Goal of the exercise
Could you restate word for word every line of the records below, from the first one to the one holding "Serialize what can be read in the page"?
+++ Data provided
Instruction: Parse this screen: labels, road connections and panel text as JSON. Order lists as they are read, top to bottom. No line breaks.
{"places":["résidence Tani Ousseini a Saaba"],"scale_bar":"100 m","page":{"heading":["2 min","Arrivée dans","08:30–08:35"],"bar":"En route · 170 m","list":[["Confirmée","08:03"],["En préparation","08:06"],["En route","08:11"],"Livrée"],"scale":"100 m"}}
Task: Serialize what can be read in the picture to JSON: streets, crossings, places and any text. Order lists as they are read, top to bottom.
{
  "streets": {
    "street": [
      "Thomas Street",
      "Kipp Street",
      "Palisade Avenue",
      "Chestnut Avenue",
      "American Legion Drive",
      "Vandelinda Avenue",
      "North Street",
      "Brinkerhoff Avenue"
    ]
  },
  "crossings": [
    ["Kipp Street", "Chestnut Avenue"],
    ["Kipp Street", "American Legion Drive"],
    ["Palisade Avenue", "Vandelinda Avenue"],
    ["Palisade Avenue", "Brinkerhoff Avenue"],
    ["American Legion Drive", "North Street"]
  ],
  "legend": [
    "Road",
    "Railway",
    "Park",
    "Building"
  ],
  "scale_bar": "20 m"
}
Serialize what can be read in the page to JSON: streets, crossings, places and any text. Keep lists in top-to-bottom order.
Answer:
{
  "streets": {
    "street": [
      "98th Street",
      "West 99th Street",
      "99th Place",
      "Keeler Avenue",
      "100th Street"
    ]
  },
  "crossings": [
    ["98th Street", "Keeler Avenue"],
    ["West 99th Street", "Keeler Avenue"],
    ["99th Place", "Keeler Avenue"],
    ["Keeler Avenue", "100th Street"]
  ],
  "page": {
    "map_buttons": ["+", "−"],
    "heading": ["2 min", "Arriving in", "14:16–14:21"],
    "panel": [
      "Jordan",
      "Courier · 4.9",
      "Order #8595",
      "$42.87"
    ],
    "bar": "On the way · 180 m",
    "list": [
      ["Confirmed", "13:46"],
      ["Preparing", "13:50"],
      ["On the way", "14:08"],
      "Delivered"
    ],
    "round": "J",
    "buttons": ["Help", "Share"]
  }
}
++++++
The completed task
Instruction: Parse this screen: labels, road connections and panel text as JSON. Order lists as they are read, top to bottom. No line breaks.
{"places":["résidence Tani Ousseini a Saaba"],"scale_bar":"100 m","page":{"heading":["2 min","Arrivée dans","08:30–08:35"],"bar":"En route · 170 m","list":[["Confirmée","08:03"],["En préparation","08:06"],["En route","08:11"],"Livrée"],"scale":"100 m"}}
Task: Serialize what can be read in the picture to JSON: streets, crossings, places and any text. Order lists as they are read, top to bottom.
{
  "streets": {
    "street": [
      "Thomas Street",
      "Kipp Street",
      "Palisade Avenue",
      "Chestnut Avenue",
      "American Legion Drive",
      "Vandelinda Avenue",
      "North Street",
      "Brinkerhoff Avenue"
    ]
  },
  "crossings": [
    ["Kipp Street", "Chestnut Avenue"],
    ["Kipp Street", "American Legion Drive"],
    ["Palisade Avenue", "Vandelinda Avenue"],
    ["Palisade Avenue", "Brinkerhoff Avenue"],
    ["American Legion Drive", "North Street"]
  ],
  "legend": [
    "Road",
    "Railway",
    "Park",
    "Building"
  ],
  "scale_bar": "20 m"
}
Serialize what can be read in the page to JSON: streets, crossings, places and any text. Keep lists in top-to-bottom order.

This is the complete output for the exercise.